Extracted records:
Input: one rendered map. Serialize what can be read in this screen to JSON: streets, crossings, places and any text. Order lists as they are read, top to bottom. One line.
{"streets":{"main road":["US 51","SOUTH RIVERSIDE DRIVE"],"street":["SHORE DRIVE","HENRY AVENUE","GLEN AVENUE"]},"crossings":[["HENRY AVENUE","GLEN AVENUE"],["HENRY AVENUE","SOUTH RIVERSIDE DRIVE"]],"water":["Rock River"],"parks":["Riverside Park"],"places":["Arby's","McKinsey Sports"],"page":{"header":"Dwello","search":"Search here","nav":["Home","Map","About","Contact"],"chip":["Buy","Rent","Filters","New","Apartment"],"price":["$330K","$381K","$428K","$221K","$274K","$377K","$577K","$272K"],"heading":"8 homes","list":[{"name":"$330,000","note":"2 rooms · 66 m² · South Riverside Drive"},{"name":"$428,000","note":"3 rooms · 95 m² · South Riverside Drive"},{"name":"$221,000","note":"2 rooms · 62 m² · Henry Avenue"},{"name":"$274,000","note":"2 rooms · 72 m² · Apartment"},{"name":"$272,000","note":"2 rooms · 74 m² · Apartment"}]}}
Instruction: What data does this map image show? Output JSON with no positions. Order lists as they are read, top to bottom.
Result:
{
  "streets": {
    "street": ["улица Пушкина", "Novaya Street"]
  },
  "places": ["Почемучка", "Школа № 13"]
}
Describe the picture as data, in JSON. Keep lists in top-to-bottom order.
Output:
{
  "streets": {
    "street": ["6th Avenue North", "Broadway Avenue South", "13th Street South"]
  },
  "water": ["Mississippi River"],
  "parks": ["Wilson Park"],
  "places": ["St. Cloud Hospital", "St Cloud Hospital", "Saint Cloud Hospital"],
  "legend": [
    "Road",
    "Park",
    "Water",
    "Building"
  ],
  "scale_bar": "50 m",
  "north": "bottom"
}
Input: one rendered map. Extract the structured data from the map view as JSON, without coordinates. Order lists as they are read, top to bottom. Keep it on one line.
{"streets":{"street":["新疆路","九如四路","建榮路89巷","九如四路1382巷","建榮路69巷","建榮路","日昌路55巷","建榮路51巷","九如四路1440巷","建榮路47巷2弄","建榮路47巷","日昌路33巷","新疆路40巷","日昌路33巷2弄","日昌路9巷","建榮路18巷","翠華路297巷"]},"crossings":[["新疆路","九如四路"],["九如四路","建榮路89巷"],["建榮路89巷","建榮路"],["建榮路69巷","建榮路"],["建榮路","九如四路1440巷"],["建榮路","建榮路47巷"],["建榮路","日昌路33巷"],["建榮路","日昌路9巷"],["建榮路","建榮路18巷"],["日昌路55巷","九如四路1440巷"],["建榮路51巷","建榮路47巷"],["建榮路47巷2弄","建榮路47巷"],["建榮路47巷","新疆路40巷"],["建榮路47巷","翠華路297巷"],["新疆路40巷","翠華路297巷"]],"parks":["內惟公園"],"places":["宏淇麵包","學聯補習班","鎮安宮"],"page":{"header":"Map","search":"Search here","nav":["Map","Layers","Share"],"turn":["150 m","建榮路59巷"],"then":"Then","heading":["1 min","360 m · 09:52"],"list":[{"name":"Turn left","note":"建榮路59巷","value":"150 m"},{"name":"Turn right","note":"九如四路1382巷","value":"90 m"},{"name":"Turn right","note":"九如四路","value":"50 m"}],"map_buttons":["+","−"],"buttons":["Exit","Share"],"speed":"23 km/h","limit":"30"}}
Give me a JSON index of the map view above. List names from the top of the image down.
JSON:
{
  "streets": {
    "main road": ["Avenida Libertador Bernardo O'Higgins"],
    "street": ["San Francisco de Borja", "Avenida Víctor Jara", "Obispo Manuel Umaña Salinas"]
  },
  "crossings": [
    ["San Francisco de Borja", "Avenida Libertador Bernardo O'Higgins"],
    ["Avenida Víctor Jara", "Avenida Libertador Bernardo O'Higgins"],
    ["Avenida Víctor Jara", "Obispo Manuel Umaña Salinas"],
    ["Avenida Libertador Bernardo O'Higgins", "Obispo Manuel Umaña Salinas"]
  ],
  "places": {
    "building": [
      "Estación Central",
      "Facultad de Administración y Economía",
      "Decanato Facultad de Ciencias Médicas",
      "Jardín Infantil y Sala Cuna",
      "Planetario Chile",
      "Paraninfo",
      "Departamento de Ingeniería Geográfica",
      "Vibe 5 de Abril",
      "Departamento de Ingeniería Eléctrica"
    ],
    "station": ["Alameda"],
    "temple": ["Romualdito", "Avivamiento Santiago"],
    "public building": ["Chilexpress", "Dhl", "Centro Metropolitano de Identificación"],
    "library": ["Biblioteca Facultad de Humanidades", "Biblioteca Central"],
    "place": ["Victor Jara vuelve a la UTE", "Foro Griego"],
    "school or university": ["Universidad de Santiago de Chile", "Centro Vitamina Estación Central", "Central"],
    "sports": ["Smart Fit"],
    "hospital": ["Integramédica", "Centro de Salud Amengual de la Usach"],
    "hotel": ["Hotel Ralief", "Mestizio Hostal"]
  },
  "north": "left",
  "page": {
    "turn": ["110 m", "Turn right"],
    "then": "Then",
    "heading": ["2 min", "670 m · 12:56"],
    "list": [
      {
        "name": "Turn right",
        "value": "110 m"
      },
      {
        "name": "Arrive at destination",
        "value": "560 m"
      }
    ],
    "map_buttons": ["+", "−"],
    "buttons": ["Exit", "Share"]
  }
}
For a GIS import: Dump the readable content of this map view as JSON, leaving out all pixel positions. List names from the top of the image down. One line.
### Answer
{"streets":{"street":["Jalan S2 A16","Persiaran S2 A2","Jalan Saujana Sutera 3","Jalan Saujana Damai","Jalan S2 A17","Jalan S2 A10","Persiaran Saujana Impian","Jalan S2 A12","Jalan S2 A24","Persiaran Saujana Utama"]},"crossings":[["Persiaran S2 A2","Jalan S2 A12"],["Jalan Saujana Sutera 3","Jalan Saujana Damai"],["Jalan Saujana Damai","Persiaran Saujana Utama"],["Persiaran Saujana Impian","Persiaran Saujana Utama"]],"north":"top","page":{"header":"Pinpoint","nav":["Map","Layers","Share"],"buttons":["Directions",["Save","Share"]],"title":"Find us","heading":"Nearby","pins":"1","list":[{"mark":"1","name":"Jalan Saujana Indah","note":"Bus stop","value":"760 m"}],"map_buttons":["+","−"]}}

Your task: The word "River" appears on some lines of the data above; count those lines and return only the number.

Task result: 2